Problem to work on: Check each line of the data, and copy those where "Road" appears.

Materials provided:

╔══

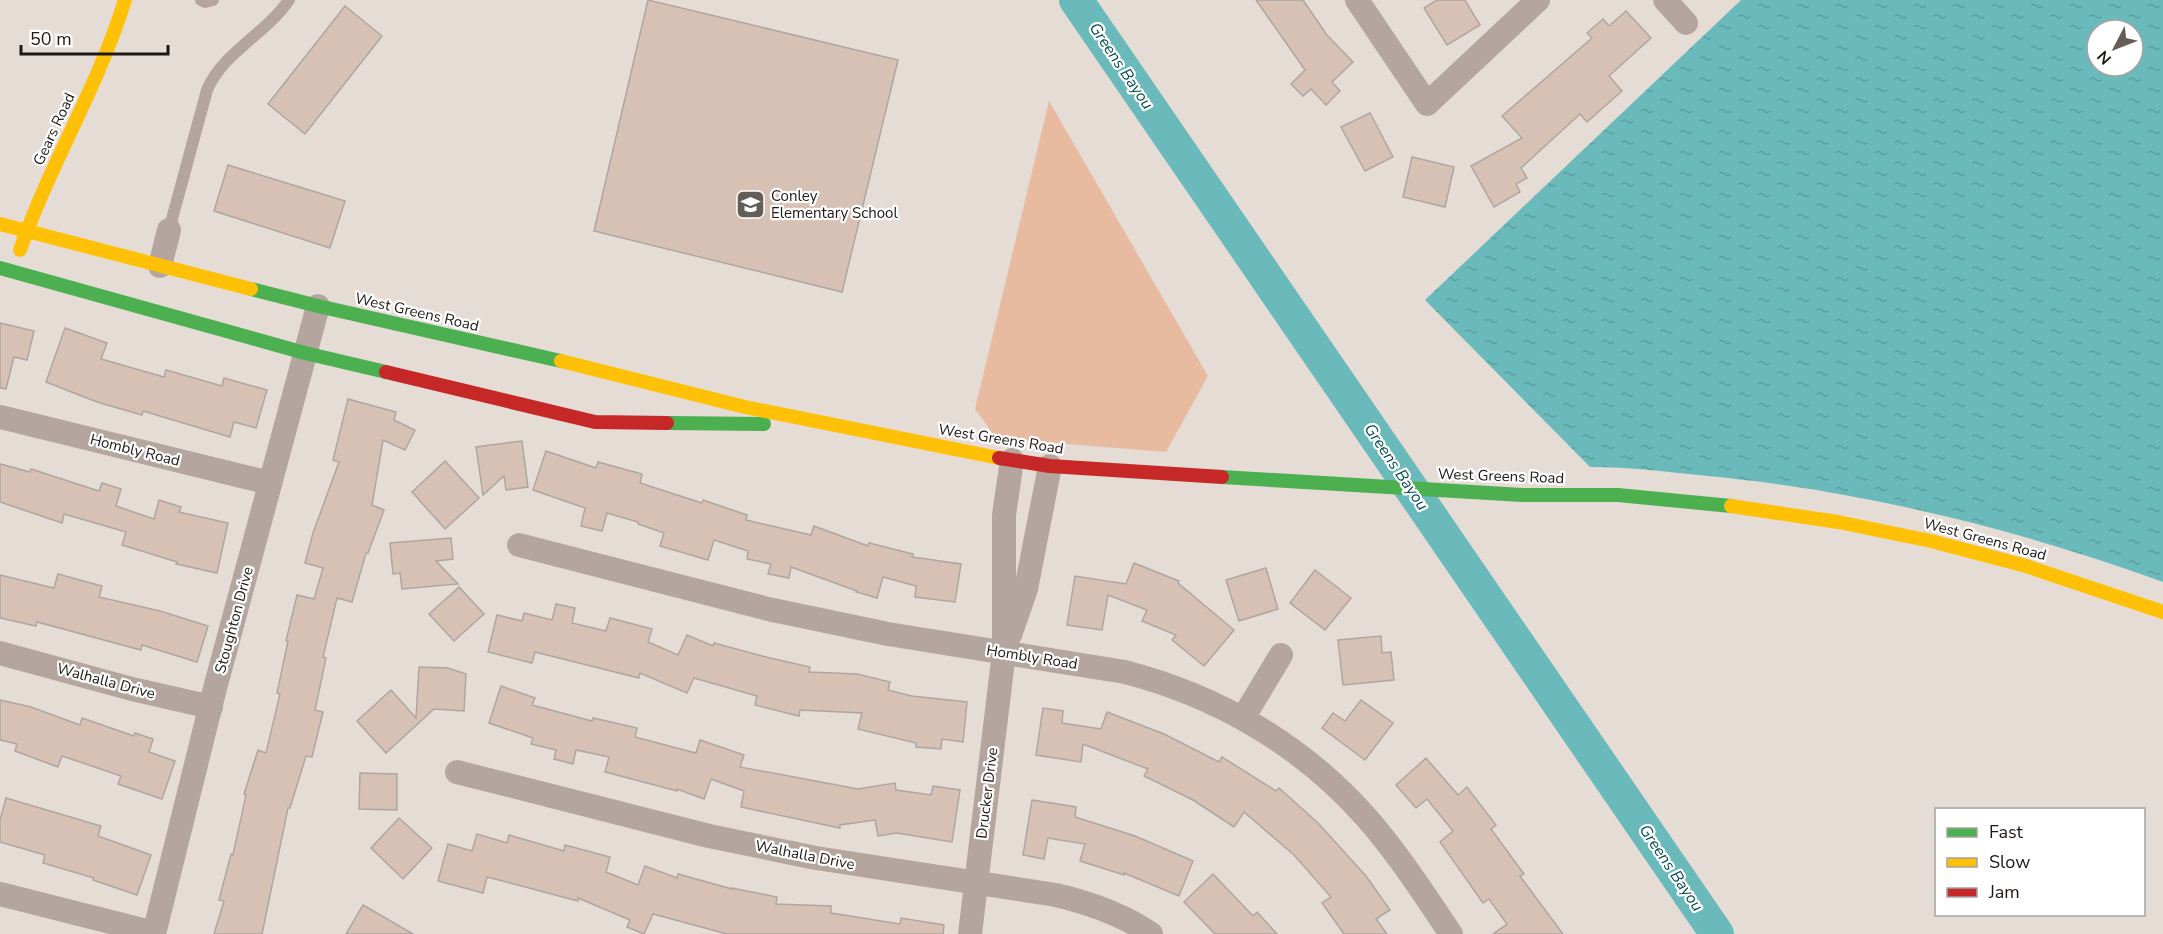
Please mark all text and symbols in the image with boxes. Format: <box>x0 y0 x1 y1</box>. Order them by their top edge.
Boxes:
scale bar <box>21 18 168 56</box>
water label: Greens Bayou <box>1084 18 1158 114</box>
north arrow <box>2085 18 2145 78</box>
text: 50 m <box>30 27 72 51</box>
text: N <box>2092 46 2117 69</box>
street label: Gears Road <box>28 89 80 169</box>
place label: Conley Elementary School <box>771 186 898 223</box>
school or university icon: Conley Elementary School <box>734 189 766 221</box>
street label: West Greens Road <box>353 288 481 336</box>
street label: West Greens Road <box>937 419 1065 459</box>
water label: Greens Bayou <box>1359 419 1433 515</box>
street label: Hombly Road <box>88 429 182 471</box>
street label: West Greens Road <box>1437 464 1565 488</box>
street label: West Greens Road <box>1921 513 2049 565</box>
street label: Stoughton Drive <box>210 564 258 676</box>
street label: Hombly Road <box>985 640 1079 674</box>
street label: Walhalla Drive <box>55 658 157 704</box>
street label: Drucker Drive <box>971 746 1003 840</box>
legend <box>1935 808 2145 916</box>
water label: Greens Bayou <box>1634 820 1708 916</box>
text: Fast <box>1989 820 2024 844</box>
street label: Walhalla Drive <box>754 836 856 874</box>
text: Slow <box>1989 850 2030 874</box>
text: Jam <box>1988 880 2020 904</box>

╚══

Completed exercise:
street label: Gears Road <box>28 89 80 169</box>
street label: West Greens Road <box>353 288 481 336</box>
street label: West Greens Road <box>937 419 1065 459</box>
street label: Hombly Road <box>88 429 182 471</box>
street label: West Greens Road <box>1437 464 1565 488</box>
street label: West Greens Road <box>1921 513 2049 565</box>
street label: Hombly Road <box>985 640 1079 674</box>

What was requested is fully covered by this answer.